Basic things about reinforcement learning

Ziyu Zhang

doi:10.54254/2755-2721/6/20230788

1. Introduction

Reinforcement Learning has become more and more popular at present, it has many applications in reality, for example, many games like Go, Dota2, Starcraft, Atari and so on, RL algorithm has surpass the performance of many humans in those games. However, pure RL has many defects, so that there many improved and novel algorithms on the basis of RL. Such as Deep Reinforcement Learning which combines Reinforcement Learning and Deep Learning to solve the problem of too large state space. This paper will later introduce the basic framework of RL, its typical model Markov Decision Process, the difference between model-based RL and model-free RL, fundamental concept of Q-learning and its combination with DL which is Deep Q Network. There are some unsolved problems and questions and also some proposals in the end.

2. Reinforcement learning

Reinforcement learning is one method of machine learning, it is for describing and solving problems in which an agent learns strategies to maximise rewards or achieve specific goals during its interaction with the environment. RL can be seen as the process of trial and error, it is consisted of 6 main elements: Agent, environment, state, action, reward and policy.

1. Agent: The ontology of reinforcement learning, you could regard it as the brain of human. The target of agent is to get the maximum cumulative reward by iteracting with the environment by following the policy [1].

2. Environment: All content that interacts with the agent is called environment, in another word, everything unless agent itself is environment.

3. State: A data used to represent environment, the state set is the sum of all possible environment, and its total quantity is always very large.

4. Action: Some of the actions that the agent is allowed to do according to the state and policy, similar to the commands sent by the human brain to the body. For example, if you are playing Mario game, moving to the left, moving to the right and jump are the actions which agen can do.

5. Reward: If agent does an action close to the target, it will be rewarded and the opposite will be punished, and the reward can be received immediately or delayed[2].

6. Policy: The policy is represented by π, The policy is the core of the algorithm and is by itself sufficient enough to determine the behaviours of the agent[3].
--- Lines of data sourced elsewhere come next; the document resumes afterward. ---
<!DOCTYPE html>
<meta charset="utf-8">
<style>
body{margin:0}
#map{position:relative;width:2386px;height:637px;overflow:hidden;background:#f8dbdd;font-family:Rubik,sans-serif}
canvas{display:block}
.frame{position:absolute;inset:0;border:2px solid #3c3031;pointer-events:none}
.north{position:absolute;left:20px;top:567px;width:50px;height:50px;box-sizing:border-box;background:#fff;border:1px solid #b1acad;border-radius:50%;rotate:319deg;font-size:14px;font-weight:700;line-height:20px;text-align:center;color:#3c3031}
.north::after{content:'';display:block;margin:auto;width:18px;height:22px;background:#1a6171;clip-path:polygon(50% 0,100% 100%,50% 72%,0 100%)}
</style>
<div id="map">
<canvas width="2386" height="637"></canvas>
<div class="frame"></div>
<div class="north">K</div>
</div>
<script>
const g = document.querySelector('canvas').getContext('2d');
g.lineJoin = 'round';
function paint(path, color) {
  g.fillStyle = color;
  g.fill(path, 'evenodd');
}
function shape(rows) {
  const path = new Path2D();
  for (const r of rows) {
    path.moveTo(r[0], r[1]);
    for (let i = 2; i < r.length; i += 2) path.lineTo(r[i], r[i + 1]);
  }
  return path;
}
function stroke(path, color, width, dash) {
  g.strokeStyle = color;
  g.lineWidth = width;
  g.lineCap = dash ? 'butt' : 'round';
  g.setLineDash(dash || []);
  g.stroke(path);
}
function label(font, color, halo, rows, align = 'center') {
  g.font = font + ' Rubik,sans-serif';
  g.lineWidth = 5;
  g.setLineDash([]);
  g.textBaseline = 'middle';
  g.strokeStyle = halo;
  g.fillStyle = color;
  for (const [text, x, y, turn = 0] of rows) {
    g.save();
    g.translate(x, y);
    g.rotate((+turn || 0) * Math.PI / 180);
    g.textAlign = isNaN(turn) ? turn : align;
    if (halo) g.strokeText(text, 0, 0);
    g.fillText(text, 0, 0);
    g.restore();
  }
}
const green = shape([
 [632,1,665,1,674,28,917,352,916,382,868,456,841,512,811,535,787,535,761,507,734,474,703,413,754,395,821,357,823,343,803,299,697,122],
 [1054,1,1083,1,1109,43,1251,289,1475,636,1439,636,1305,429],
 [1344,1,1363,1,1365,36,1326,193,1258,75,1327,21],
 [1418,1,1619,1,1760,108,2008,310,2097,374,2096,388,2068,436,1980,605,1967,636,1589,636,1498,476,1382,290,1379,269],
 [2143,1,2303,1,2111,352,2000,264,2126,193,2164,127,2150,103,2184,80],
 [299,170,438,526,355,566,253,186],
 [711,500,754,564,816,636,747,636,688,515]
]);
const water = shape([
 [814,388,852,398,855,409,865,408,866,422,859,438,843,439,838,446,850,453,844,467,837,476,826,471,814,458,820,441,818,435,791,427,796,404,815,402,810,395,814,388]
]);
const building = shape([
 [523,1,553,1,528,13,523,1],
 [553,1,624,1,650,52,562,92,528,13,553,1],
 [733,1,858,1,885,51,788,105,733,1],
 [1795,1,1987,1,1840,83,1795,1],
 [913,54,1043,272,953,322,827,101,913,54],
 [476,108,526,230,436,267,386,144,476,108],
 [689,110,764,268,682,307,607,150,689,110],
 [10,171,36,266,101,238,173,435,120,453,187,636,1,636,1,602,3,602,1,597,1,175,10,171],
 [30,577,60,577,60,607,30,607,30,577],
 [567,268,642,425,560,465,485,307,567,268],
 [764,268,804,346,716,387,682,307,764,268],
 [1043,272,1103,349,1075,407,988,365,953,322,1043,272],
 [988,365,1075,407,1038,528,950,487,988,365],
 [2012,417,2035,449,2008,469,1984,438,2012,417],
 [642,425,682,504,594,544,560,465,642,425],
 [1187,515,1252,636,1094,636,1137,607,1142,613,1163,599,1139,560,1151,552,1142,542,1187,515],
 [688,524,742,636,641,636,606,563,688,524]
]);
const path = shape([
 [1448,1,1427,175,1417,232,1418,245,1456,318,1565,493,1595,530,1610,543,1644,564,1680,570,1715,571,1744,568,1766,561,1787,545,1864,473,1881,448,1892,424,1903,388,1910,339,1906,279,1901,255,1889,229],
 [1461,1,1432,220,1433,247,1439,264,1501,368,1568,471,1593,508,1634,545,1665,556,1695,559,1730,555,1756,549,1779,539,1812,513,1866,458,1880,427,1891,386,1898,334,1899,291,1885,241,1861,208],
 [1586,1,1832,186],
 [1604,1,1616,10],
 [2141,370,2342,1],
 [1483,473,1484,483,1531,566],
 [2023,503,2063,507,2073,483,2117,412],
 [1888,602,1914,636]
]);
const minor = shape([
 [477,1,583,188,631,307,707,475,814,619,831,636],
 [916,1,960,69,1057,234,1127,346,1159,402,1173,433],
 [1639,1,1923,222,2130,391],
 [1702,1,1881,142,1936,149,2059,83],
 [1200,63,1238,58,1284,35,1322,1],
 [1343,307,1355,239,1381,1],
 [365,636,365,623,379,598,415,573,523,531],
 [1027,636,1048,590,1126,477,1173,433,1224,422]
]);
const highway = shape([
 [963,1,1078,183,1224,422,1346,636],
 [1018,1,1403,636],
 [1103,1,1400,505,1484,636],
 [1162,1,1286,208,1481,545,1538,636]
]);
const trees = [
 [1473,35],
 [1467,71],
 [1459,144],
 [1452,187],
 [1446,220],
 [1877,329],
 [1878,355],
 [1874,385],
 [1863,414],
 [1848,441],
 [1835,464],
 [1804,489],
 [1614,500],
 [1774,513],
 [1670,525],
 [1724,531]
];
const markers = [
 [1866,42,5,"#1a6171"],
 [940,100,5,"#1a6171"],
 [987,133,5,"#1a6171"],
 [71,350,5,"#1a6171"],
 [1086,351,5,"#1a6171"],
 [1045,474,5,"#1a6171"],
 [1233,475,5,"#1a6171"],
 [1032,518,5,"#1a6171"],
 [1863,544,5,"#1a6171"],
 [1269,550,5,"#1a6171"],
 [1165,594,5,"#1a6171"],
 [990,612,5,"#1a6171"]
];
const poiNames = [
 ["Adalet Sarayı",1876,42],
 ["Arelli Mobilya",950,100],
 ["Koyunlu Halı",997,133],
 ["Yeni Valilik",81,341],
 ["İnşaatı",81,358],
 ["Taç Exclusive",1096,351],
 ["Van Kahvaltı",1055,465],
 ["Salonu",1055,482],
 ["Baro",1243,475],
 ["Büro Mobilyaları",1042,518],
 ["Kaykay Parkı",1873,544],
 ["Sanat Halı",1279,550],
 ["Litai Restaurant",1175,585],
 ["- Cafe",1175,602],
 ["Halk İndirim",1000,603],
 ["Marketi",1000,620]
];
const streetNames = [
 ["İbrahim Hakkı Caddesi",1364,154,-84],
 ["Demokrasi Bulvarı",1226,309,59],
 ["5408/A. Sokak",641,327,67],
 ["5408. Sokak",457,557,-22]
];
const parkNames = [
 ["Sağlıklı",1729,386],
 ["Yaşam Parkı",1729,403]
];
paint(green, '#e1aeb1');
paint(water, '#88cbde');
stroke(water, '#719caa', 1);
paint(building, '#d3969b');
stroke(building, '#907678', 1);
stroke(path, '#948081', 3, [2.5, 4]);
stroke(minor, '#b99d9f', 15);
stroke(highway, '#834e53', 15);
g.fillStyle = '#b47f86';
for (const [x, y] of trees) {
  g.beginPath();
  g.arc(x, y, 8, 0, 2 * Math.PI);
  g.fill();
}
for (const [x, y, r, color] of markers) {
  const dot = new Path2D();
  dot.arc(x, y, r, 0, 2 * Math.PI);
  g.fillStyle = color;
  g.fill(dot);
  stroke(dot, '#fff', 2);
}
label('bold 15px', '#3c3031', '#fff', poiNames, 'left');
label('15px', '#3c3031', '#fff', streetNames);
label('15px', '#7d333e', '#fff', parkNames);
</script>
The agent gives an action at to the environment, and it receives a reward rt which could be positive or negative from the environment and the state transfer from st to st+1, The new state may or may not be different from the previous state, depending on the action that was taken[3] . The agent will tend to do the action which could obtain positive reward until it gets the policy which has total maximum reward.

/word/media/image1.jpeg

Fig1: The working process of RL

3. Markov Decision Process

When a RL problem satisfies the Markov property, for example, the future depends only on the current state and action, but not on the past, then it could be modelled as a Markov Decision Process(MDP) [4]. MDP is consisted of 5 main parts, there are State space(S), Action space(A), Transition possibility(P), Reward function(R) and Discount factor(γ). {S, A, P, R, γ}

S contains all the possible state S={s₁, s₂, s₃, . . . , s_t}.

A contains all the possible action which agent could do. A={a₁, a₂, a₃, . . . , a_t}, A|s represents set of all actions in state s.

P(s’|s, a) means doing action a in state s, the possibility of transferring from state s to state s’.

R(s, a) represents the expected reward of doing action a in state s.

γ could reduce the proportion of a reward, because sometimes the further reward is not as great as the reward at present. For an example, the 100 dollars today is worth more than the 100 dollars after 100 years because of inflation.

/word/media/image2.jpg

Fig2: Process of MDP

As you can see in Fig2, the system will first initialize MDP and randomly produces π₀ and initialize state s₀ normally, then the agent will choose an action a₀ according to the π₀, next the environment will give back a reward r₁ and the state updates to s1, finally system will ask you to stop it or not. This is one episode and it will repeat a lot of times to form a Markov chain(s₀, a₀, r₁→s₁, a₁, r₂→s₂, a₂, r₃→. . . →s_T-1, a_T-1, r_T→s_T(ending state)), then we could calculate the total reward of this sequence, which is denoted by Gt.

G_t=r₁+γ₁r₂+γ₂r₃+. . . +γ_T-1r_T

We could estimate the quality of policy π0 through the value of Gt, the objective of MDP is to find the best policy with biggest G_t, which could solve the problem perfectly in reality.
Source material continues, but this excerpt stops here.